** Opening EXERCISE DATA block **
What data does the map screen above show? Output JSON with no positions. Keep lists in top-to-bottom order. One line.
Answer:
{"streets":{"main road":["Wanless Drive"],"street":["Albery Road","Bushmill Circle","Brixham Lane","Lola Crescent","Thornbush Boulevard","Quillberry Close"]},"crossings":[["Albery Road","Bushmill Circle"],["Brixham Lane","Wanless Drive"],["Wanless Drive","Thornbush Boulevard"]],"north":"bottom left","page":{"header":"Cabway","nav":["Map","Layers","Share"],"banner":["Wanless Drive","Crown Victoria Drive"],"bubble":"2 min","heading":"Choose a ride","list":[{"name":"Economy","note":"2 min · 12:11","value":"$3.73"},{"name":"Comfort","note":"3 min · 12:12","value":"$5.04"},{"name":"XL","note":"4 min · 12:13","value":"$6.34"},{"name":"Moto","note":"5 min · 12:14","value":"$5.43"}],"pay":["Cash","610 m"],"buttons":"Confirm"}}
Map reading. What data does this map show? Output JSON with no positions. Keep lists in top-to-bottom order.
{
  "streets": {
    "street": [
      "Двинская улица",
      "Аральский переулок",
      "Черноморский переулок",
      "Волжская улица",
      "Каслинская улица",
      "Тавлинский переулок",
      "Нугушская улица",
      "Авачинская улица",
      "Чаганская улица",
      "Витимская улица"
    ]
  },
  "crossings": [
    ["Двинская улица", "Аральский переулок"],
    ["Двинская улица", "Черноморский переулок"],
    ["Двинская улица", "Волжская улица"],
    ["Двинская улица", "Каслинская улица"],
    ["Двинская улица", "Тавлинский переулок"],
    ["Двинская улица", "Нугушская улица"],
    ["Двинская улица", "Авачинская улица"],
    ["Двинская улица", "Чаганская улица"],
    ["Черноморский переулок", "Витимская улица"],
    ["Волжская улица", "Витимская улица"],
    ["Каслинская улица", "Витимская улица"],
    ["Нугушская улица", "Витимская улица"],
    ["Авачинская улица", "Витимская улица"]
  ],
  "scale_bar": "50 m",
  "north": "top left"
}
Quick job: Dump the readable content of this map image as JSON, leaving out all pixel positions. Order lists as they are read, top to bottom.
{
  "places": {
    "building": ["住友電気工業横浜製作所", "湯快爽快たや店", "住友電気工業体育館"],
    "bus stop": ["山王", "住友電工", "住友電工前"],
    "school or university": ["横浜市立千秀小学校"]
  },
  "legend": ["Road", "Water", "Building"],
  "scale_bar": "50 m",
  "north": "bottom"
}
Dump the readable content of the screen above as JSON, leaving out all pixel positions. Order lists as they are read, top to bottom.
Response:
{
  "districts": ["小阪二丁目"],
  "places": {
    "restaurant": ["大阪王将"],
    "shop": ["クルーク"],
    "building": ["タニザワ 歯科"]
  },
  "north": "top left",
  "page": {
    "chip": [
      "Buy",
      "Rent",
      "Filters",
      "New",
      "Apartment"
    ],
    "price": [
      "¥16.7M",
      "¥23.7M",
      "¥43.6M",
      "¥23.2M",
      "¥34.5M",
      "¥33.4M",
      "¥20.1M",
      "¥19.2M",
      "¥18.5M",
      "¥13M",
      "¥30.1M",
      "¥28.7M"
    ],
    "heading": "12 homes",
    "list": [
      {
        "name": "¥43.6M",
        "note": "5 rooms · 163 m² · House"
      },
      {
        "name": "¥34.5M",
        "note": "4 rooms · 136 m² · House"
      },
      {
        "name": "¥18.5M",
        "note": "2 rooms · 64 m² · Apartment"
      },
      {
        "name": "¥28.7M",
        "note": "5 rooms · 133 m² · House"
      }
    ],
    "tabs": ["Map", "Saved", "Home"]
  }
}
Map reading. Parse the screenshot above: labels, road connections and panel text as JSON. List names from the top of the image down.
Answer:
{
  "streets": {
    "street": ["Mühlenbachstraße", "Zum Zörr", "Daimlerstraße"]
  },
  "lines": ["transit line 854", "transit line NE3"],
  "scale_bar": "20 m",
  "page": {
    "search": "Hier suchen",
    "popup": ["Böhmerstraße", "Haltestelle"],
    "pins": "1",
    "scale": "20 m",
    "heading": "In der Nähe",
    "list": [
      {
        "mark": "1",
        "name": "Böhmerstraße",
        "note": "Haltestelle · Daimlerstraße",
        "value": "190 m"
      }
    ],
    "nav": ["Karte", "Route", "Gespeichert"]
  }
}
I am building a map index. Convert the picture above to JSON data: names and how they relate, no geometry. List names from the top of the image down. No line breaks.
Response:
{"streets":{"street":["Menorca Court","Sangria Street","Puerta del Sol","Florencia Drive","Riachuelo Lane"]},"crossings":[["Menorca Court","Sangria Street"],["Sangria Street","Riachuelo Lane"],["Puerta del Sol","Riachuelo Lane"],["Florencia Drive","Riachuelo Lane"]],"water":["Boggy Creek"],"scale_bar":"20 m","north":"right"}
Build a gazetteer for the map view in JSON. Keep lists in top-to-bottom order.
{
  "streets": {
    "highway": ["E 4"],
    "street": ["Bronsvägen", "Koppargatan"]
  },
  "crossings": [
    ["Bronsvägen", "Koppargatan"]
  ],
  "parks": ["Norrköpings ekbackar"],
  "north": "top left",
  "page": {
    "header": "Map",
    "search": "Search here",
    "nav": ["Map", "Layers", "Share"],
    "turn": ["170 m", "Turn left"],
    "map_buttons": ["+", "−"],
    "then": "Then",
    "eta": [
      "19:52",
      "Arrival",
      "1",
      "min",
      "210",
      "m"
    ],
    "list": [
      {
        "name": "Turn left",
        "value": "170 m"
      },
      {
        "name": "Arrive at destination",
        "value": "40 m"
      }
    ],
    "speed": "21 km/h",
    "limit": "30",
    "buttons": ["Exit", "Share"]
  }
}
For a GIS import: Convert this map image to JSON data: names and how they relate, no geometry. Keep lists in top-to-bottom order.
** Closing EXERCISE DATA block **
### TASK TO CARRY OUT
Copy down each line in the entries that has the word "relate".

### RESULT OF THE TASK
I am building a map index. Convert the picture above to JSON data: names and how they relate, no geometry. List names from the top of the image down. No line breaks.
For a GIS import: Convert this map image to JSON data: names and how they relate, no geometry. Keep lists in top-to-bottom order.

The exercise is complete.